Vaprisol is approved by the U.S. Food and Drug Administration as a treatment for euvolemic and hypervolemic hyponatremia in hospitalized patients. Vaprisol is not indicated for the treatment of congestive heart failure. It should only be used for the treatment of hyponatremia in patients with underlying heart failure when the expected benefit of raising serum sodium outweighs the increased risk of adverse events. The approved treatment regimen for Vaprisol starts with a 20 mg loading dose followed by a continuous infusion of 20 mg/day, which may be titrated to 40 mg/day if necessary. The 80 mg/day dose included in this analysis is not an approved dose.
Study Findings
The post-hoc pooled analysis is based on results from a randomized controlled trial (RCT) of 84 patients and an open-label study (OLS) of 251 patients, all with euvolemic or hypervolemic hyponatremia.

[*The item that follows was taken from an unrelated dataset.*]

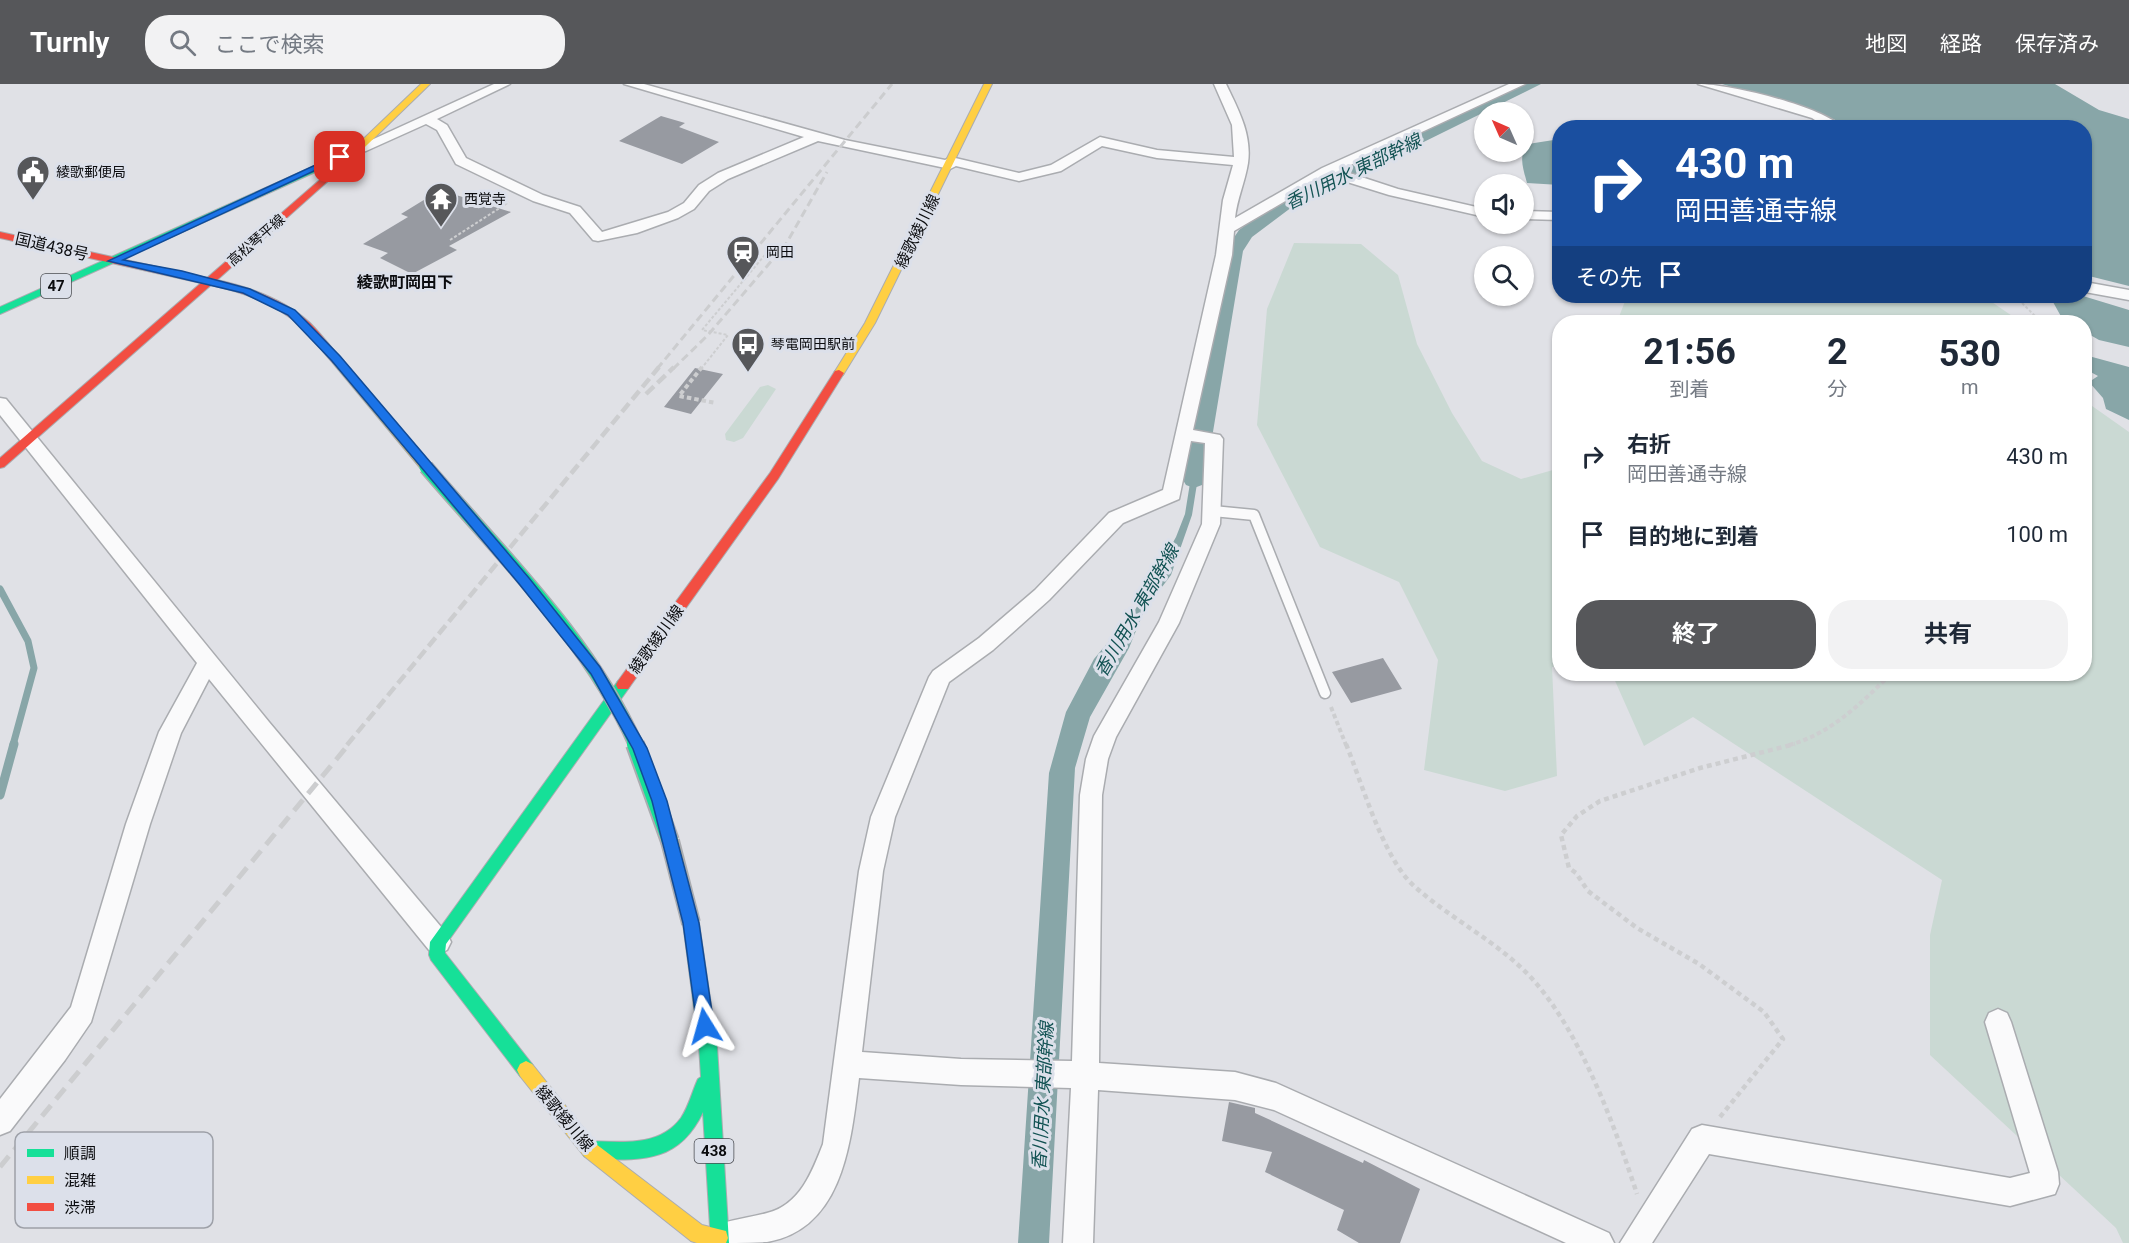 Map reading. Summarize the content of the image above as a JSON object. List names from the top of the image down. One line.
{"streets":{"main road":["綾歌綾川線","高松琴平線","国道438号","47","438"]},"crossings":[["綾歌綾川線","国道438号"],["高松琴平線","国道438号"],["高松琴平線","47"],["国道438号","47"]],"districts":["綾歌町岡田下"],"water":["香川用水 東部幹線"],"places":{"public building":["綾歌郵便局"],"temple":["西覚寺"],"station":["岡田"],"bus stop":["琴電岡田駅前"]},"legend":["順調","混雑","渋滞"],"north":"top left","page":{"header":"Turnly","search":"ここで検索","nav":["地図","経路","保存済み"],"turn":["430 m","岡田善通寺線"],"then":"その先","eta":["21:56","到着","2","分","530","m"],"list":[{"name":"右折","note":"岡田善通寺線","value":"430 m"},{"name":"目的地に到着","value":"100 m"}],"buttons":["終了","共有"]}}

After infusion of a 20 mg loading dose or placebo, Vaprisol was given in a continuous 4-day infusion of 40 or 80 mg/d in the RCT and 20 or 40 mg/d in the OLS. The pooled analysis evaluated the frequency of overly rapid [Na+] increases during Vaprisol clinical trials. Note: Overly rapid [Na+] increase can lead to serious neurologic sequelae associated osmotic demyelinization syndrome. This study defined overly rapid increase of serum [Na+] as an increase in serum [Na+] > 12 mEq/L in 24 hours.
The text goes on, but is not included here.